Why does Windows Vista and 7 show it's using all of my memory in the Windows Task Manager?

The reason why windows vista and windows 7 show a very large physical memory usage is because of a built in feature called “Superfetch”.

What is Superfetch and why does it help my PC's performance and not degrade it?

SuperFetch has two goals: it decreases boot time, and makes sure applications that you use the most load more efficiently. SuperFetch also takes timing into account, in that it will adapt itself to your usage patterns.

Let's focus on decreasing boot times first. During the Windows boot process, the same files need to be accessed at different times. SuperFetch records which data and files need to be accessed at which times, and stores this data in a trace file. During subsequent boots, this information is used to make the loading of said data/files more efficient, resulting in shorter boot times.

SuperFetch performs more tasks to make the boot process more efficient. It also interacts with the defragmenter to make sure that the files accessed during the boot process are stored on the disk in the order they are accessed in.

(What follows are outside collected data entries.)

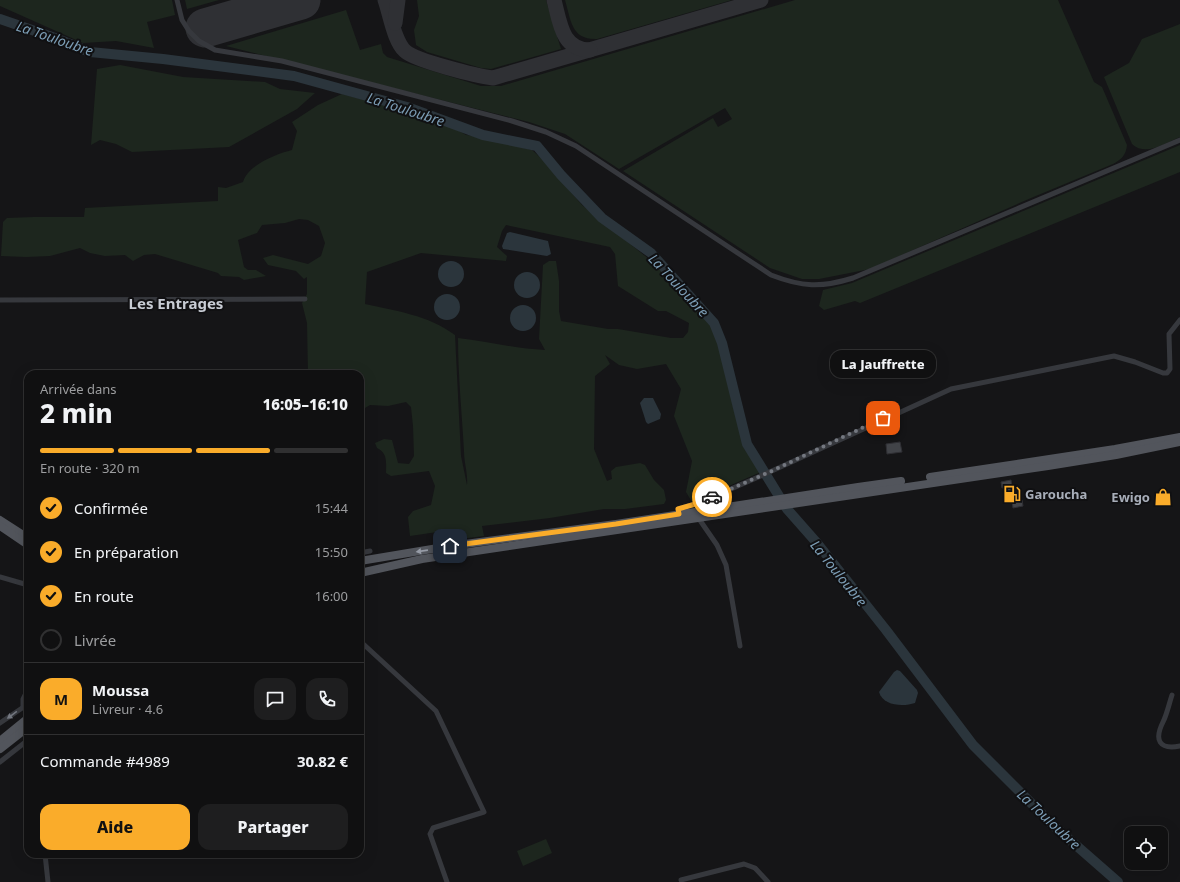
<!DOCTYPE html>
<html lang="fr">
<head>
<meta charset="utf-8">
<style>
  body { margin:0; font-family:"Noto Sans",sans-serif; background:#1e1e1f; color:#f1f3f6; height:100vh; display:flex; flex-direction:column; font-size:15px; white-space:nowrap }
  * { box-sizing:border-box; margin:0 }
  p { font-size:13px; color:#9c9d9f }
  .icon { flex:none; width:22px; height:22px; fill:none; stroke:currentColor; stroke-width:2; stroke-linecap:round; stroke-linejoin:round }
  .map { position:relative; flex:1; overflow:hidden }
  .side { position:absolute; left:24px; top:370px; width:340px; height:488px; display:flex; flex-direction:column; background:#101011; border-radius:12px; box-shadow:0 4px 16px #0002,0 0 0 1px #303031 }
  .side>* { flex:none }
  .fabs { position:absolute; left:1124px; top:826px; display:grid; gap:8px }
  .fabs a { display:grid; place-items:center; width:44px; height:44px; border-radius:8px; background:#101011; box-shadow:0 4px 16px #0002,0 0 0 1px #303031; font-size:20px }
  .pin { position:absolute; display:grid; place-items:center; width:34px; height:34px; color:#fff; margin:-17px; border-radius:8px; box-shadow:0 2px 6px #0006 }
  .courier { position:absolute; display:grid; place-items:center; width:40px; height:40px; margin:-20px; border:3px solid #faac2a; border-radius:50%; background:#fff; color:#222; box-shadow:0 1px 5px #0007 }
  .bubble { position:absolute; height:28px; border-radius:12px; background:#101011; box-shadow:0 4px 16px #0002,0 0 0 1px #303031; font-size:13px; font-weight:800; line-height:28px; text-align:center }
  .headline em { font-style:normal; font-weight:800 }
  .headline div { display:flex; flex-direction:column-reverse }
  .headline { display:flex; align-items:center; justify-content:space-between; height:68px; padding:0 16px }
  h1 { font-size:26px; font-weight:800; line-height:30px }
  .bar { display:grid; grid-template-columns:repeat(4,1fr); gap:6px 4px; align-content:center; height:48px; padding:0 16px }
  .bar i { height:5px; border-radius:3px; background:#303031 }
  .bar .current { background:#faac2a }
  .bar p { grid-column:span 4 }
  .line { display:flex; align-items:center; gap:10px; padding:0 16px; border-top:1px solid #303031 }
  .line div { flex:1 }
  .round { display:grid; place-items:center; flex:none; width:42px; height:42px; border-radius:12px; background:#1e1e1f }
  ol { padding:0 16px; list-style:none }
  li { display:flex; align-items:center; gap:12px; height:44px }
  li p { margin-inline-start:auto }
  li .icon { padding:4px; border-radius:50%; background:#faac2a; color:#111; stroke-width:4 }
  li:last-child { color:#9c9d9f }
  li i { width:22px; height:22px; border:2px solid #303031; border-radius:50% }
  .button { display:flex; gap:8px; margin-top:auto; padding:8px 16px }
  .button a { flex:1; height:46px; border-radius:12px; background:#faac2a; color:#111; font-size:16px; font-weight:800; line-height:46px; text-align:center }
  .button a+a { background:#1e1e1f; color:#f1f3f6 }
  .map>svg:first-child { display:block }
  .green { fill:#1d261e; fill-rule:evenodd }
  .water { fill:#2b353c }
  .lines { fill:none; stroke-linecap:round; stroke-linejoin:round }
  .river { stroke:#2b353c; stroke-width:10 }
  .taxiway { stroke:#2f3034; stroke-width:15 }
  .runway { stroke:#2f3034; stroke-width:39 }
  .building { fill:#414348; stroke:#2f2f34 }
  .street { stroke:#36383d; stroke-width:5 }
  .primary { stroke:#52555c; stroke-width:8 }
  .oneway { fill:#969ba6 }
  .oneway2 { fill:#747881 }
  .done { stroke:#747880; stroke-width:4; stroke-dasharray:0 7.2 }
  .route { stroke:#faac2a; stroke-width:5 }
  .labels { text-anchor:middle; dominant-baseline:central; stroke-width:4; stroke-linejoin:round; paint-order:stroke }
  .poi-label { font-size:13px; font-weight:bold; fill:#a7adb8; stroke:#101012; text-anchor:start }
  .water-label { font-size:14px; font-style:italic; fill:#7c9db5; stroke:#101012 }
  .quarter-label { font-size:15px; font-weight:bold; fill:#c8ccd4; stroke:#101012 }
</style>
</head>
<body>
<div class="map">
<svg width="1180" height="882" viewBox="0 0 1180 882">
  <rect width="100%" height="100%" fill="#151517"/>
  <g class="green">
    <polygon points="0,0 172,0 175,15 147,22 154,48 116,41 83,43 0,6"/>
    <polygon points="185,0 219,0 187,9"/>
    <polygon points="417,0 546,0 561,49 491,69 481,68 427,52 416,45 414,30 419,16"/>
    <path d="M 565,0 L 732,0 L 597,39 C 571,40 571,20 565,0 Z"/>
    <path d="M 795,0 L 1058,0 L 1094,82 L 1102,87 L 1127,145 C 1126,155 1122,159 1113,164 L 1031,198 L 870,269 L 819,279 L 802,279 L 770,268 L 623,171 L 713,118 L 718,127 L 732,119 L 725,108 L 619,169 L 565,134 L 529,122 L 226,46 L 346,10 L 360,50 L 381,44 L 383,53 L 387,57 L 481,86 L 501,86 Z"/>
    <path d="M 1180,24 L 1180,137 C 1165,143 1146,157 1132,144 L 1104,77 L 1129,63 L 1142,39 Z"/>
    <polygon points="120,65 183,77 265,82 280,89 315,93 297,109 229,147 132,152 116,144 100,140 91,145 97,69"/>
    <path d="M 342,94 L 407,111 L 427,122 L 452,127 L 466,135 L 477,136 L 532,150 L 543,160 L 582,205 L 650,260 L 687,295 L 713,328 L 730,383 L 733,406 L 744,448 L 761,472 L 692,502 L 686,492 L 692,461 L 674,416 L 681,389 L 666,364 L 637,369 L 619,365 L 605,355 L 610,364 L 595,376 L 594,449 L 607,481 L 612,479 L 611,471 L 616,467 L 640,463 L 645,465 L 654,480 L 664,490 L 666,500 L 664,504 L 625,509 L 604,509 L 550,518 L 482,526 L 484,536 L 452,540 L 451,530 L 410,536 L 408,517 L 413,511 L 431,505 L 435,486 L 429,471 L 391,476 L 386,473 C 386,463 388,453 377,448 L 375,443 L 384,439 L 392,440 L 398,463 L 409,464 L 414,456 L 413,426 L 411,407 L 406,402 L 388,406 L 370,405 L 360,411 L 360,374 L 308,374 L 307,323 L 302,303 L 307,294 L 307,277 L 304,279 L 296,271 L 268,265 L 263,258 L 273,255 L 308,264 L 321,256 L 325,243 L 319,226 L 308,220 L 299,219 L 285,223 L 262,225 L 257,233 L 238,240 L 244,267 L 248,270 L 256,270 L 266,276 L 244,280 L 239,277 L 221,276 L 218,273 L 155,254 L 144,255 L 133,261 L 125,255 L 105,256 L 90,253 L 80,248 L 50,256 L 26,257 L 1,256 L 3,222 L 7,218 L 34,217 L 84,217 L 85,208 L 218,201 L 218,187 L 226,188 L 243,182 C 248,165 276,154 292,150 L 297,131 L 292,122 L 318,105 ZM 506,225 L 610,247 L 615,254 L 618,286 L 658,311 L 666,311 L 689,323 L 688,332 L 683,338 L 671,338 L 618,329 L 608,329 L 561,321 L 559,311 L 559,281 L 556,261 L 549,261 L 543,265 L 539,339 L 545,350 C 516,349 487,341 458,338 C 458,376 462,414 464,451 C 464,463 468,473 467,485 L 461,456 L 455,335 C 428,315 396,311 365,304 L 367,272 L 421,253 L 506,261 L 507,256 L 497,247 L 502,231 Z"/>
    <polygon points="1180,145 1180,172 860,303 855,301 824,310 819,306 823,290 852,283"/>
    <polygon points="546,839 552,853 523,866 517,851"/>
  </g>
  <g class="water">
    <polygon points="510,232 548,241 551,254 547,256 503,249 502,246 507,233"/>
    <circle cx="451" cy="274" r="13"/>
    <circle cx="527" cy="285" r="13"/>
    <circle cx="447" cy="307" r="13"/>
    <circle cx="523" cy="318" r="13"/>
    <polygon points="644,398 653,398 661,414 660,419 648,424 646,422 640,403"/>
    <path d="M 897,670 L 900,671 L 917,690 L 918,693 L 915,703 C 903,707 883,706 879,692 L 894,672 Z"/>
  </g>
  <g class="lines">
    <polyline class="river" points="0,19 55,38 90,52 163,59 294,76 407,107 483,135 537,146 561,175 602,218 651,253 714,323 722,343 747,444 787,509 817,543 886,630 973,745 1054,826 1118,882"/>
    <g class="taxiway">
      <path d="M 385,0 C 390,14 394,41 405,51 C 416,61 477,76 493,78 L 761,0"/>
      <path d="M 554,0 C 560,23 562,50 590,50"/>
      <polyline points="395,23 398,0"/>
    </g>
    <polyline class="runway" points="205,28 301,0"/>
  </g>
  <g class="building">
    <polygon points="900,442 902,452 887,454 886,444"/>
    <polygon points="1011,480 1012,487 1014,487 1015,494 1018,493 1019,500 1022,500 1023,506 1013,508 1012,501 1009,501 1008,494 1006,495 1005,488 1002,488 1001,482"/>
  </g>
  <g class="lines">
    <g class="street">
      <path d="M 177,0 L 182,20 L 189,31 L 199,41 L 215,50 L 282,61 L 512,121 L 546,132 L 576,146 L 771,275 C 802,287 821,288 853,278 L 1180,140"/>
      <polyline points="0,300 305,299"/>
      <polyline points="680,515 678,509 699,503 774,470 951,389 1114,356 1135,362 1163,373 1167,373 1170,369 1169,334 1180,320"/>
      <polyline points="697,516 717,545 726,565 740,646"/>
      <polyline points="360,553 370,551"/>
      <polyline points="0,577 28,585"/>
      <polyline points="360,641 436,711 484,812 433,828 430,834 447,882"/>
      <path d="M 1172,695 C 1169,704 1167,714 1163,722 C 1154,740 1159,750 1180,746"/>
      <polyline points="23,706 23,699 28,689"/>
      <polyline points="0,723 28,704"/>
      <polyline points="0,762 28,740"/>
      <polyline points="45,854 48,882"/>
      <polyline points="681,880 744,864 755,868 768,882"/>
    </g>
    <g class="primary">
      <polyline points="930,477 1115,449 1180,437"/>
      <polyline points="0,520 28,538"/>
      <polyline points="0,526 28,545"/>
      <polyline points="360,561 450,546 616,524 858,487 901,481"/>
      <polyline points="360,573 422,559 1048,466 1116,455 1180,442"/>
      <polyline points="0,741 28,718"/>
      <polyline points="0,749 28,727"/>
    </g>
  </g>
  <defs><path id="oneway-solid" d="M-6-.8H1V-3.2L6.5 0L1 3.2V.8H-6Z"/></defs>
  <use class="oneway" href="#oneway-solid" transform="translate(422 551) rotate(172)"/>
  <use class="oneway2" href="#oneway-solid" transform="translate(12 715) rotate(144)"/>
  <g class="lines">
    <polyline class="done" points="712,497 774,470 883,418"/>
    <polyline class="route" points="450,546 616,524 679,514 678,509 699,503 712,497"/>
  </g>
  <defs>
    <g id="fuel-bare" transform="scale(1.38)"><path d="M-5.5-6h7V0h2V4h1.3V-2.5L3-4.5l.8-.8L6-3V5H2.5V1h-1V6h-7ZM-4.2-4.7v3.2H.2V-4.7Z" fill="#faac2a" stroke="#101012" stroke-width="2.5" paint-order="stroke"/></g>
    <g id="shop-bare" transform="scale(1.38)"><path d="M-5-2.5h2.3a2.7 3.5 0 0 1 5.4 0H5L5.5 6h-11ZM-1.5-2.5h3a1.5 2.3 0 0 0-3 0Z" fill="#faac2a" stroke="#101012" stroke-width="2.5" paint-order="stroke"/></g>
  </defs>
  <g fill-rule="evenodd">
    <use href="#fuel-bare" x="1012" y="494"/>
    <use href="#shop-bare" x="1163" y="497"/>
  </g>
  <g class="labels">
    <g class="poi-label">
      <text x="1025" y="494">Garoucha</text>
      <text x="1150" y="497" text-anchor="end">Ewigo</text>
    </g>
    <g class="water-label">
      <text transform="translate(55 38) rotate(19)">La Touloubre</text>
      <text transform="translate(406 109) rotate(18)">La Touloubre</text>
      <text transform="translate(679 285) rotate(47)">La Touloubre</text>
      <text transform="translate(839 573) rotate(51)">La Touloubre</text>
      <text transform="translate(1049 819) rotate(43)">La Touloubre</text>
    </g>
    <g class="quarter-label">
      <text x="176" y="303">Les Entrages</text>
    </g>
  </g>
</svg>
<div class="fabs">
<a><svg class="icon" aria-label="locate" viewBox="0 0 24 24"><circle cx="12" cy="12" r="6"/><path d="M12 2v4M12 18v4M2 12h4M18 12h4"/></svg></a>
</div>
<div class="pin" style="left:883px;top:418px;background:#ea580c"><svg class="icon" aria-label="bag" viewBox="0 0 24 24"><path d="M5 8h14l-1 12H6zM9 8a3 3 0 0 1 6 0"/></svg></div>
<div class="pin" style="left:450px;top:546px;background:#1f2937"><svg class="icon" aria-label="home" viewBox="0 0 24 24"><path d="M3 11l9-7 9 7M6 9v11h12V9"/></svg></div>
<div class="courier" style="left:712px;top:497px"><svg class="icon" aria-label="car" viewBox="0 0 24 24"><path d="M5 17H2v-5l4-1 3-4h7l3 4 3 1v5h-3M9 17h6M6 11h13"/><circle cx="7" cy="17" r="2"/><circle cx="17" cy="17" r="2"/></svg></div>
<div class="bubble" style="left:830px;top:350px;width:106px">La Jauffrette</div>
<section class="side">
<div class="headline"><div><h1>2 min</h1><p>Arrivée dans</p></div><em>16:05–16:10</em></div>
<div class="bar"><i class="current"></i><i class="current"></i><i class="current"></i><i></i><p>En route · 320 m</p></div>
<ol>
<li><svg class="icon" aria-label="check" viewBox="0 0 24 24"><path d="M5 12l5 5 9-10"/></svg>Confirmée<p>15:44</p></li>
<li><svg class="icon" aria-label="check" viewBox="0 0 24 24"><path d="M5 12l5 5 9-10"/></svg>En préparation<p>15:50</p></li>
<li><svg class="icon" aria-label="check" viewBox="0 0 24 24"><path d="M5 12l5 5 9-10"/></svg>En route<p>16:00</p></li>
<li><i></i>Livrée</li>
</ol>
<div class="line" style="height:72px"><b class="round" style="background:#faac2a;color:#111">M</b><div><b>Moussa</b><p>Livreur · 4.6</p></div><a class="round"><svg class="icon" aria-label="chat" viewBox="0 0 24 24"><path d="M4 5h16v11H9l-5 4z"/></svg></a><a class="round"><svg class="icon" aria-label="phone" viewBox="0 0 24 24"><path d="M5 4h4l2 5-3 2q2 4 5 5l2-3 5 2v4C11 20 4 13 5 4z"/></svg></a></div>
<div class="line" style="height:52px"><div>Commande #4989</div><b>30.82 €</b></div>
<div class="button"><a>Aide</a><a>Partager</a></div>
</section>
</div>
</body>
</html>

SuperFetch' second goal is to make applications launch faster. SuperFetch does this by pre-loading your most often used applications in your main memory, based on not only usage patterns, but also on when you use them. For instance, if you have the same routine every morning (Chrome - Mail - Miranda - blu), SuperFetch will pre-load these into memory in the morning. If your evening routine is different (for instance, it includes Word, Excel, and Super Awesome Garden Designer), SuperFetch will adapt, and load those in memory instead during the evening.

SuperFetch for applications basically operates in the same way as the boot variant; it traces what files are accessed by an application during the first ten seconds of said application's startup, which can then be used to load the proper data in memory at appropriate times.

Windows has always included a built-in caching mechanism, but this one is quite limited. All it basically does is keep application data in memory after its termination, which allows applications to be loaded faster right after quitting them. This caching mechanism is helpful, but limited - for instance, a reboot obviously flushes all data in RAM. In addition, cached data will eventually drop out of RAM if other applications push it out of RAM.